Northrop says it will bid if Pentagon opens GPS satellite tender

PALMDALE, Calif. (Reuters) - Northrop Grumman Corp this week said it would bid if the U.S. Air Force opens a fresh competition for next-generation GPS satellites next year, as expected, and perhaps later on a new ground control system.

The corporate logo of Northrop Grumman is shown on a Fire Scout MQ-8 B unmanned helicopter during a ceremony at Naval Air Station North Island in Coronado, California, May 2, 2013. REUTERS/Mike Blake

Tom Vice, president of Northrop’s Aerospace Systems division, said he expects the Air Force to launch a competition for new Global Positioning System (GPS) satellites, and Northrop was ready to participate. Northrop already builds satellites for the U.S. intelligence community and is building the powerful new James Webb telescope for NASA.

Air Force officials have said they expect to start early work in 2016 on a competition for a next batch of GPS satellites, followed by a formal request for proposals in 2018.

Lockheed Martin Corp is under contract to build the first eight GPS III satellites, and the Air Force has options for two more.

GPS satellites provide critical timing and navigational data to the U.S. military and commercial users worldwide.

Lockheed now expects to deliver the first GPS III satellite for launch in May 2017, more than two years after the initial target due to issues with the main navigational payload for the satellite that was built by Exelis Corp, which is now owned by Harris Corp.

Boeing Co and Northrop have both expressed interested in competing for what would be a multibillion-dollar program, as have several companies that build sensors for satellites, including General Dynamics Corp.
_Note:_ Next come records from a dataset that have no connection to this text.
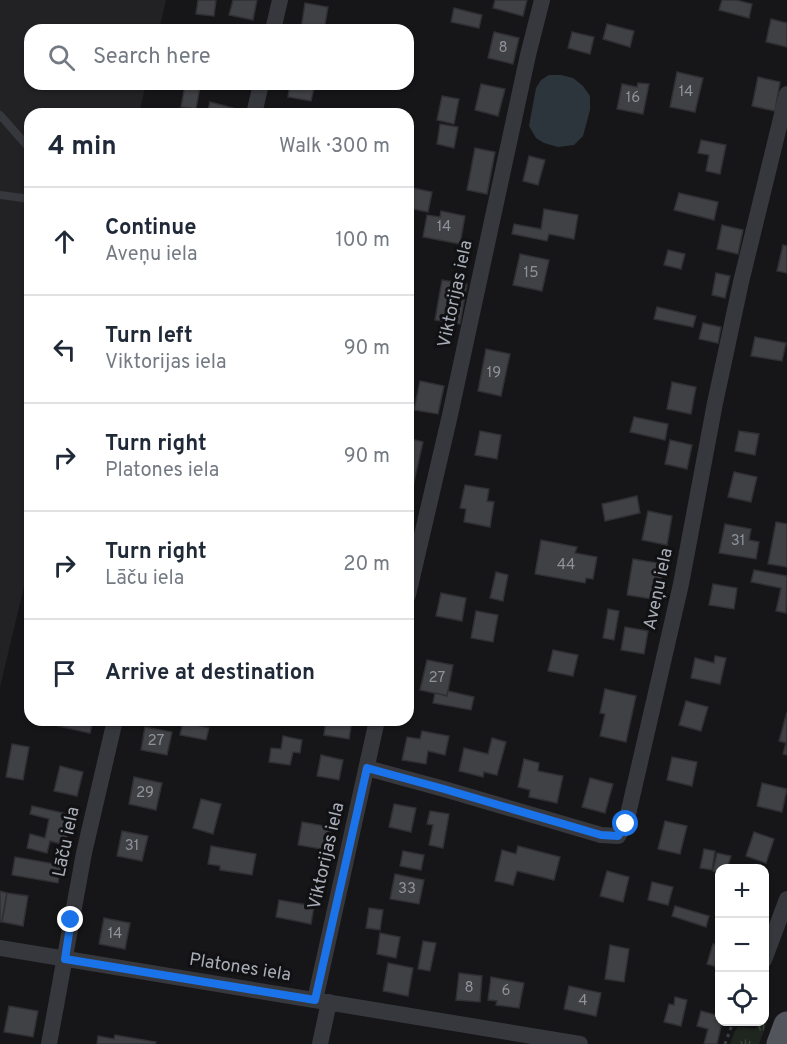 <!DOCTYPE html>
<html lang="en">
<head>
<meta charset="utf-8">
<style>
	:root { --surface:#fff; --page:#f6f6f7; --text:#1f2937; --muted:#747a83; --line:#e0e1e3 }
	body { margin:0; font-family:Overpass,sans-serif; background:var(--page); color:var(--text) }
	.controls { position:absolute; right:18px; bottom:18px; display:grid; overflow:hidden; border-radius:12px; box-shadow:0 2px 4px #0004 }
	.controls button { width:54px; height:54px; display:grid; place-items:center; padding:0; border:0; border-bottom:2px solid var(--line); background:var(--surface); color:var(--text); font:30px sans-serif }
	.stop { position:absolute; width:18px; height:18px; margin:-14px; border:4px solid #1a73e8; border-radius:50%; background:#fff }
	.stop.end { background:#1a73e8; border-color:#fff; box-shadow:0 2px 6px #0008 }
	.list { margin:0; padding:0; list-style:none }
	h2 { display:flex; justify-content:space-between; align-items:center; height:78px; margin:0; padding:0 24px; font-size:26px }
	h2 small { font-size:20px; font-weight:400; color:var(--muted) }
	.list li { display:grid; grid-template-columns:39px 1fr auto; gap:18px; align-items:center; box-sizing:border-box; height:108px; padding:0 24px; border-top:2px solid var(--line) }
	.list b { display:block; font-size:22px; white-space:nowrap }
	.list p { margin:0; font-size:20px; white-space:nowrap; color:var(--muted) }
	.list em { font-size:20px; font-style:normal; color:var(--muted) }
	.icon { flex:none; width:33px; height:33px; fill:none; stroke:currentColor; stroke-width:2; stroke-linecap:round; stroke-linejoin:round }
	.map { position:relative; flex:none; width:787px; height:1044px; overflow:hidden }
	.search { position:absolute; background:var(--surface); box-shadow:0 2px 4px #0004; left:24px; top:24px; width:390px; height:66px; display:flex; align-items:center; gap:15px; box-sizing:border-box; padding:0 21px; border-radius:18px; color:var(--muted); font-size:22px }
	.panel { position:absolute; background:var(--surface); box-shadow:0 2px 4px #0004; left:24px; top:108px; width:390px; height:618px; border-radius:18px }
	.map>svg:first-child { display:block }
	.built { fill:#222225 }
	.grass { fill:url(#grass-tufts) }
	.water { fill:#2c353c }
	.building { fill:#404145; stroke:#303034; stroke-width:1.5 }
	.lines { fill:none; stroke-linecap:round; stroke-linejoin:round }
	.path { stroke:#3d3f44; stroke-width:3; stroke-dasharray:3 4.5; stroke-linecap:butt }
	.lane { stroke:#37383d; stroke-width:8 }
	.street { stroke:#37383d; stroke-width:16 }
	.primary { stroke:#53555c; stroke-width:27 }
	.route { stroke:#1a73e8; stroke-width:8 }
	.labels { text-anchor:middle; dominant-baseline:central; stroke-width:6; stroke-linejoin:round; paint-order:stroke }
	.number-label { font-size:15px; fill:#8e929b }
	.street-label { font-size:18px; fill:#a8adb8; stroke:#111113 }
</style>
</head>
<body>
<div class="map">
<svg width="787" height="1044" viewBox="0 0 787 1044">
	<defs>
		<pattern id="grass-tufts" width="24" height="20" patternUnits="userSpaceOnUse" patternTransform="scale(1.5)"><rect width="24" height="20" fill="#1e261f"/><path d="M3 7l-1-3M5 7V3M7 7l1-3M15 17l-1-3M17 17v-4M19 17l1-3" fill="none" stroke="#3c433d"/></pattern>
	</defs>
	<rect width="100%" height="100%" fill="#161618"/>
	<path class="built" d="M0,0H166L159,30H30V84H146L139,114H30V561L0,687Z"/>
	<path class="grass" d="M768,1019L759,1044H730L735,1031L738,1027L755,1029L762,1022Z"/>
	<path class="water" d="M549,75H561L573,78L583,86L590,96V110L583,136L574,145L558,147L544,143L536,138L529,126L536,88L541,80Z"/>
	<g class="building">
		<path d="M198,0H216L214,16L196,14Z"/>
		<path d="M233,0H257L253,20L229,15Z"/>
		<path d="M495,0H527L523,16L493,8Z"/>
		<path d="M722,0H736L752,4L749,18L719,10Z"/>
		<path d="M305,3L328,7L324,30L301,29Z"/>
		<path d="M454,8L482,15L479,28L451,22Z"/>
		<path d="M771,19L787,23V47L766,42Z"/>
		<path d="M607,24L634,31L630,47L603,39Z"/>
		<path d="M494,32L519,38L513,64L488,58Z"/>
		<path d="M572,32L594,37L590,54L568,48Z"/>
		<path d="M677,72L703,78L695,112L670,107Z"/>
		<path d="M758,77L780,82L775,111L752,106Z"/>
		<path d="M638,83L649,84L643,114L617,109L622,84L637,87Z"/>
		<path d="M290,84H315L311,101L288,97Z"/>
		<path d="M481,84L505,89L498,116L475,110Z"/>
		<path d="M185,85L200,87L196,109L181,107Z"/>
		<path d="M442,96L459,99L454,124L437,120Z"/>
		<path d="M210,102L233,108L231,114H207Z"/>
		<path d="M440,124L458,127L454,148L437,144Z"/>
		<path d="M701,140L726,145L720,174L706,171L709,155L698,153Z"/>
		<path d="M475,148L495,152L487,194L467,190Z"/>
		<path d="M529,156L545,160L538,185L523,181Z"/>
		<path d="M408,187L432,192L428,212L408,208Z"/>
		<path d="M679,193L718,202L714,220L674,210Z"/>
		<path d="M544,209L578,215L574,239L549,234L547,241L512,234L514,224L541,229Z"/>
		<path d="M441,211L465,216L460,244L423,237L427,215L440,217Z"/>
		<path d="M722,225L743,230L738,254L717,249Z"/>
		<path d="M783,245L787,246V273L777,271Z"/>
		<path d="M668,250L685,254L681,269L664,265Z"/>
		<path d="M520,254L549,260L542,291L513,285Z"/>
		<path d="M716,273L730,276L725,298L712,295Z"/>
		<path d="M442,280L467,284L460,324L435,320Z"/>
		<path d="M657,307L696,316L693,327L654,319Z"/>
		<path d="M703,323L721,327L718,343L699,339Z"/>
		<path d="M755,337L786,343L782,361L751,356Z"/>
		<path d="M486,349L510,354L501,396L478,391Z"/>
		<path d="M420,381L444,386L438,414L414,410Z"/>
		<path d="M672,382L696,387L691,414L667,409Z"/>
		<path d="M634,417L668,424L665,440L630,432Z"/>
		<path d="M480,431L501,435L497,459L475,455Z"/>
		<path d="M739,431L759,434L755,455L735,451Z"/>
		<path d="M408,438L423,442L413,486L408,485Z"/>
		<path d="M670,440L692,445L687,469L665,464Z"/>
		<path d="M734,472L757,477L751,502L728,497Z"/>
		<path d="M465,485L489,489L487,501L494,502L490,527L464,522L466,509L460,508Z"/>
		<path d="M637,496L640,513L605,521L602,504Z"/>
		<path d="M648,511L672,516L667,545L642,540Z"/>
		<path d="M776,522L787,524V567L768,564Z"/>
		<path d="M725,524L751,529L749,540L759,542L756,559L719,553Z"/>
		<path d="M541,540L577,547L575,553L597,557L593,579L586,578L585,583L535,574Z"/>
		<path d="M633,559L664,564L658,600L627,595Z"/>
		<path d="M754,570L787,576L786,613L776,611L781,588L751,582Z"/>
		<path d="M496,572L508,575L503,601L490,598Z"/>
		<path d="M713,584L737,588L734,609L709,605Z"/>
		<path d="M441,593L466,598L462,621L436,616Z"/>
		<path d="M608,609L619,611L614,640L603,638Z"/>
		<path d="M476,611L498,615L493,642L471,638Z"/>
		<path d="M625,627L648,631L644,654L621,650Z"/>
		<path d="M553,650L578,655L573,676L548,671Z"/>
		<path d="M715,656L726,658L720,684L691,678L695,658L714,663Z"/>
		<path d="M427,660L453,665L447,696L420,690Z"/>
		<path d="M605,689L636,696L626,742L600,736L605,714L600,713Z"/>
		<path d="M448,691L474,697L471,710L433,703L435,693L447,696Z"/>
		<path d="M686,701L708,707L701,731L679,725Z"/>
		<path d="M787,712V755L783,754L786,743L779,741Z"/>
		<path d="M59,720H93L90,733L58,726Z"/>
		<path d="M326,720H352L349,739L324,735Z"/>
		<path d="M183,722L209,728L206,740L180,735Z"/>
		<path d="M145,727L172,732L167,755L141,750Z"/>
		<path d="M422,731L449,736L445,755L428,751L426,764L402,760L407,737L420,739Z"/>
		<path d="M283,736L302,740L300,753L293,752L290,765L269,762L271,748L281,749Z"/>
		<path d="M492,738L506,742L497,775L484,772L483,777L459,771L464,748L488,754Z"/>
		<path d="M12,744L29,747L23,780L6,777Z"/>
		<path d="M321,755L343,760L339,780L317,776Z"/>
		<path d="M672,757L697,762L692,786L667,780Z"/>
		<path d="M524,759L539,763L538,771L563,776L557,803L529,797L530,790L518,787Z"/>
		<path d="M60,766L83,772L77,796L54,791Z"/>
		<path d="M134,777L162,783L156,810L129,804Z"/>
		<path d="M590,778L613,784L605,813L582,807Z"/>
		<path d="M762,783L787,789L782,812L757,806Z"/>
		<path d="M201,799L221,804L213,834L193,828Z"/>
		<path d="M394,804L416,808L411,832L389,827Z"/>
		<path d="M32,806L72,815L65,845L50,841L47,853L27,848L30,834L45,838L49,819L30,814Z"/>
		<path d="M430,811L449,814L443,848L429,845L433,825L427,824Z"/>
		<path d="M665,821L687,826L680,854L658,849Z"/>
		<path d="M302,822L331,827L327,850L298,845Z"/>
		<path d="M122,831L148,836L142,861L117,856Z"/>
		<path d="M754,832L774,839L766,863L746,856Z"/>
		<path d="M211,846L256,854L252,875L220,870V866L208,864Z"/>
		<path d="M518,846L560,857L554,880L517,871L513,885L495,881L502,850L516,854Z"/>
		<path d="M704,849L715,851L712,870L700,868Z"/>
		<path d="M403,851L424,855L421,870L400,866Z"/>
		<path d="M717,853L731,856L727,868H720V873L713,871Z"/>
		<path d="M15,857L61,865L58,883L12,875Z"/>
		<path d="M607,871L629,877L623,902L600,896Z"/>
		<path d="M395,874L424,880L419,904L390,899Z"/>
		<path d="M652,882L673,887L668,905L648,900Z"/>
		<path d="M0,891L7,893L2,922H0Z"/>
		<path d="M7,893L28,896L23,926L2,922Z"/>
		<path d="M279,900L314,906L311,924L276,917Z"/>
		<path d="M675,906L709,916L706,927L672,916Z"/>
		<path d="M369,908L383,910L380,930L366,928Z"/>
		<path d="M104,918L130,923L125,949L99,944Z"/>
		<path d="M380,933L400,937L396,958L377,954Z"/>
		<path d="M423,941L436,943L430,971L418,969Z"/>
		<path d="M713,944L720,946V968L707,964Z"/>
		<path d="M610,945L629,949L624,982L605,979Z"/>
		<path d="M388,963L413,968L408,996L383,991Z"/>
		<path d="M459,973L482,976L480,1002L456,1000Z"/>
		<path d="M491,977L524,983L519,1008L496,1005L497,1001L488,1000Z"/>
		<path d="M569,986L601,993L596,1016L564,1009Z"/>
		<path d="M675,997L687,1000L681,1026L664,1022L669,1004L674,1005Z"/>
		<path d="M9,1006L38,1011L33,1037L4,1032Z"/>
		<path d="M701,1011L720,1016V1022H722L717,1044H704L708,1029L697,1026Z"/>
		<path d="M115,1035L156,1042L155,1044H97L98,1036L114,1039Z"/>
	</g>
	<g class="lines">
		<path class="path" d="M725,1044L733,1022"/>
		<g class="lane">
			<path d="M0,115L30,149"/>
			<path d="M0,195L30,199"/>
		</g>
		<g class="street">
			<path d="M273,30L280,0"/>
			<path d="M254,114L261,84"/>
			<path d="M408,595L450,415L528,55L542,0"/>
			<path d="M367,768L444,789L601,835L618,836L626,823L681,584L715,403L741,282L787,94"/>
			<path d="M0,948L580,1044"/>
			<path d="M764,960L787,899"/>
			<path d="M315,1000L377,720"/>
			<path d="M49,1044L84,853L115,720"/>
			<path d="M320,1044L329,1002"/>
		</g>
		<path class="primary" d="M780,1044L787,1025"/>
	</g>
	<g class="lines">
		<path class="route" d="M71,920L65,959L315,1000L367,768L444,789L601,835L618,836L626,824"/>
	</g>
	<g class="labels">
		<g class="number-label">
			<text x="503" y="48">8</text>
			<text x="686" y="92">14</text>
			<text x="633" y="98">16</text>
			<text x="444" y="227">14</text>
			<text x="531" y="273">15</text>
			<text x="494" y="373">19</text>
			<text x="738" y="541">31</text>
			<text x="566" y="565">44</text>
			<text x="437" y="678">27</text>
			<text x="156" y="741">27</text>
			<text x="145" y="793">29</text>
			<text x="132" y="846">31</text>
			<text x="407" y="889">33</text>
			<text x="115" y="934">14</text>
			<text x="469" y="988">8</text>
			<text x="506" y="991">6</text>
			<text x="583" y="1001">4</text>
		</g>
		<g class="street-label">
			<text transform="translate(456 294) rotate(-78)">Viktorijas iela</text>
			<text transform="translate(659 589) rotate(-78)">Aveņu iela</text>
			<text transform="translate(67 842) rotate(-78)">Lāču iela</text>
			<text transform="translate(327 856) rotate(-77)">Viktorijas iela</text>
			<text transform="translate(240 968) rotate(9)">Platones iela</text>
		</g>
	</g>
</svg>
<div class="controls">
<button>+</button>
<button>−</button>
<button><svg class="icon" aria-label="locate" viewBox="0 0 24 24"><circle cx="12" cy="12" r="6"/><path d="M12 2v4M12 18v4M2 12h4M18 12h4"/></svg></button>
</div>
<div class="stop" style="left:626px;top:824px"></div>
<div class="stop end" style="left:71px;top:920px"></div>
<div class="search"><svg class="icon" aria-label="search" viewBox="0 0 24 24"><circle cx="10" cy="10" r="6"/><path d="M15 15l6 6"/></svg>Search here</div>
<section class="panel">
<h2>4 min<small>Walk · 300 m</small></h2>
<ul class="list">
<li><svg class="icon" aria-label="ahead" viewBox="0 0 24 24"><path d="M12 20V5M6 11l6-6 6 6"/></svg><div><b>Continue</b><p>Aveņu iela</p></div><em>100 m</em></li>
<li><svg class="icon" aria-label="left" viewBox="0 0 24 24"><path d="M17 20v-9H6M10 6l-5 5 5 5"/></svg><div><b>Turn left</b><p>Viktorijas iela</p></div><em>90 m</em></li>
<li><svg class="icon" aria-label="right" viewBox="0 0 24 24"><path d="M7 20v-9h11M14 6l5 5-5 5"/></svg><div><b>Turn right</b><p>Platones iela</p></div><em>90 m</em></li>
<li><svg class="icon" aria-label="right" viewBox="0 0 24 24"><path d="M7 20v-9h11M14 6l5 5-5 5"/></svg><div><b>Turn right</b><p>Lāču iela</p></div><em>20 m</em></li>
<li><svg class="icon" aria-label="arrive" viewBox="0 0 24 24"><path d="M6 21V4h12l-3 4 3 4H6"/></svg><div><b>Arrive at destination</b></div></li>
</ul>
</section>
</div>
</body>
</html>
Vice said Northrop could also bid to build a new ground control system for the GPS satellites, if the Air Force decided to open that system to competition at some later date. He said the company would need to ensure that the requirements for the new system were clear and stable, and that it had sufficient time to develop a suitable proposal.

The Pentagon this week said it was sticking with Raytheon Co to build a new ground control network for GPS satellites despite years of cost overruns and schedule delays, but would revise its contract with the company to reflect an additional two-year delay.

Major General Roger Teague, director of space programs for the Air Force’s acquisition chief, said the Air Force and Pentagon planned aggressive oversight of the ground control program, but could pursue an alternate system in case it failed to improve.